I've been playing old records. I love the scritchy sound the needle makes.

We try to walk amongst the majesty of trees.

I tend to my fledgling garden and pinch herb sprigs, roll them between my fingers and inhale.

I started mixing up weird spice blends sans recipe. It surprises me with an explosion of mouth flavor. I truly haven't done one we didn't like, and it pleases me that each time is a unique experience, never to be quite replicated again.

Lennon Faris said...

Nice!

Playing a new song on the piano, for me. Or turning something turquoise. Or organizing a messy space into a sparse one.

It helps get the work down afterward, it really does.

KMK said...

Those are amazing notecards...and no time spent with art is wasted time! My soothing beauty thing is the last one that I ever expected: coming up with social media posts, much like BJ and the parish pages. My "look" is vintage postcards, sheet music or other images from the NYPL Digital Collections, and it's like a treasure hunt. Even more fun when I find things that please my (admittedly few) followers/friends!

nightsmusic said...

Working in the yard/garden or reading a book. Either gives me such satisfaction. I could say seeing a clean house, but I hate cleaning so while I'm always happy to see it clean, there's always that thought that it will again have to be cleaned tomorrow.

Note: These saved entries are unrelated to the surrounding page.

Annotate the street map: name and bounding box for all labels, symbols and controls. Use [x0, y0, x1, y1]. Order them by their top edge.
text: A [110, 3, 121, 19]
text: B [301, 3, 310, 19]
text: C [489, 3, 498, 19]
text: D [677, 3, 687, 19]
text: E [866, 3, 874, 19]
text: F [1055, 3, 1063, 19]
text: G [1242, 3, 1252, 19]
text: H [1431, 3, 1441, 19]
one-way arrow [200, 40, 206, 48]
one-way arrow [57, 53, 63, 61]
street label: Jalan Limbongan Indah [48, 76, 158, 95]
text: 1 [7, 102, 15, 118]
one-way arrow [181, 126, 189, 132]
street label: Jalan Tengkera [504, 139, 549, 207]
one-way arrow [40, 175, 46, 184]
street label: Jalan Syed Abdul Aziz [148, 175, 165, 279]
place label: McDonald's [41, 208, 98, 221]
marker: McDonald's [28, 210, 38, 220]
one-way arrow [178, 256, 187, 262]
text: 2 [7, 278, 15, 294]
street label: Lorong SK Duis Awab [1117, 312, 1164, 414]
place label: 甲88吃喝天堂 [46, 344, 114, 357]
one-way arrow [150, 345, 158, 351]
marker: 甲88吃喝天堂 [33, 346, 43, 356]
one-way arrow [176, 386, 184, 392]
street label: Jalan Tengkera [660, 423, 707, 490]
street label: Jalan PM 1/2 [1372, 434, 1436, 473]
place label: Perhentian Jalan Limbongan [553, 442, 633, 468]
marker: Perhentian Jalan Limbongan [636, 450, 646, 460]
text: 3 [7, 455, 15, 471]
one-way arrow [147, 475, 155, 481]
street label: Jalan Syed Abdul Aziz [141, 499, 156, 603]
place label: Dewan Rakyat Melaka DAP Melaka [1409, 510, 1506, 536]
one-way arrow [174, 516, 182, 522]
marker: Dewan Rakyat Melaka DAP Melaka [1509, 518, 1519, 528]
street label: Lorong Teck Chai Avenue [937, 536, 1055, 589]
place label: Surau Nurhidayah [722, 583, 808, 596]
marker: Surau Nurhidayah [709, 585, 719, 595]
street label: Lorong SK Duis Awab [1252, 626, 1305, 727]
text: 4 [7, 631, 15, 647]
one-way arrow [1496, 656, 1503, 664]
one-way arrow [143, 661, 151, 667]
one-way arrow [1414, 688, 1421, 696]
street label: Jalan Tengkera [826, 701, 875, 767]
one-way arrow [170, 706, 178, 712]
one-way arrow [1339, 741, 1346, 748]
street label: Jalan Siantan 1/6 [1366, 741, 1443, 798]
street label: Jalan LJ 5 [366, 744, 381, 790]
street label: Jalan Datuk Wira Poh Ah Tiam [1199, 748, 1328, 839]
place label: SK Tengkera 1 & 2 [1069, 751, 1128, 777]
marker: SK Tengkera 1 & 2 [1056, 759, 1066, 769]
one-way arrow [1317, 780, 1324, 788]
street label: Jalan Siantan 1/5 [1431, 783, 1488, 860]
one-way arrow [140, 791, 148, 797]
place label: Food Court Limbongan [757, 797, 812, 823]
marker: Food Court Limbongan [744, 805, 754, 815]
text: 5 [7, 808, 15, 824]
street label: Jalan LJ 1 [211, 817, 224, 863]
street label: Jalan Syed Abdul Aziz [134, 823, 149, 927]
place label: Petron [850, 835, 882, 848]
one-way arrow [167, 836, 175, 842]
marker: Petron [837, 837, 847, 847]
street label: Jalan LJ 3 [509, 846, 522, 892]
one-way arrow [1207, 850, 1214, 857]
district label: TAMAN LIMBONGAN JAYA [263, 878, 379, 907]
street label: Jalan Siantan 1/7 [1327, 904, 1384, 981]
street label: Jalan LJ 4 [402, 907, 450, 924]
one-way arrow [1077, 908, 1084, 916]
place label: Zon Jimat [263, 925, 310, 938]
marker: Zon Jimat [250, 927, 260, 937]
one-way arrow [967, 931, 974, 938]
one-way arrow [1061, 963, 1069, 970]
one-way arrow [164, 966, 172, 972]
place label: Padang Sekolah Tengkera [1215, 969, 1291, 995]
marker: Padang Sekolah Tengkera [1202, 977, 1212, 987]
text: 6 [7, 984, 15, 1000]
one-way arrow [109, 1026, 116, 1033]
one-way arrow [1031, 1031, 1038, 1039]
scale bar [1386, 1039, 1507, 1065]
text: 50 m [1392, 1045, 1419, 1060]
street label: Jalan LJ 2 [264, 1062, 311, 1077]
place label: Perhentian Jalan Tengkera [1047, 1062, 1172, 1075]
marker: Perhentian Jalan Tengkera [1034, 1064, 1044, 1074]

Yesterday and today, I did rocks around the flowerbeds. And for those of you talking about caterpillars and butterflies, I am jealous and a bit worried. I have a Monarch sanctuary and a Swallowtail garden and I haven't seen ONE Monarch yet this year. I helped a Black Swallowtail who had furled and then fell to the ground, back into the bush they were on, I've seen one Orange Sulphur and one Luna Moth. That's it. I'm bummed and hoping it's just going to be a late year, but also worried that their numbers are falling off even more drastically this year.

AJ Blythe said...

When I am really frazzled, I need nature. Stick me in the bush and I can breathe again. It really is the embodiment of "a sense of calm washed over her".

NLiu said...

I read the Bible because there are so many beautiful things in there and it gives me something better to focus on, something concrete and unchanging. I try to read on my balcony because it's bright and there are flowers and they make my happy, but it's too hot at the moment.

John Davis Frain said...

RosannaM, "scritchy" is such a wonderful word. Well done!

I have a pond in the back with a few fish and I try to attract toads. It's quite the amorous pond. I pipe in a little Barry White music, and the toads are immediately smitten. They react the way any human would, falling in love with the nearest toad. Currently, there are (I'm not exaggerating) about 3,000 tadpoles swimming in this small pond. They won't all survive, of course, but tiny toads are not hopping around the back yard, which means I can no longer idly listen to a writing podcast when I mow the lawn.

(The Barry White section of this post may or may not be an embellishment.)

Panda in Chief said...

As making art is my "day job" I'm afraid it is not especially soothing, except on those rare occasions when it feels effortless. (those are very rare) So, gardening is one of the most mentally relaxing things that I can do. I don't grow vegetables. I'm too much of a Darwinian gardener for that. also, the deer, bunnies, and slugs would devour most of what I'd hoped to grow for myself. Better to support the many small organic farms that populate my island.

What I HAVE discovered is very stress reducing, is needle felting. since I started my felty panda project, I've made over 200. At this point I've lost track, but there is nothing more soothing than putting on some music or listening to a book or podcast, and turning wads of fluff into tiny pandas.

The world needs all the tiny pandas I can make.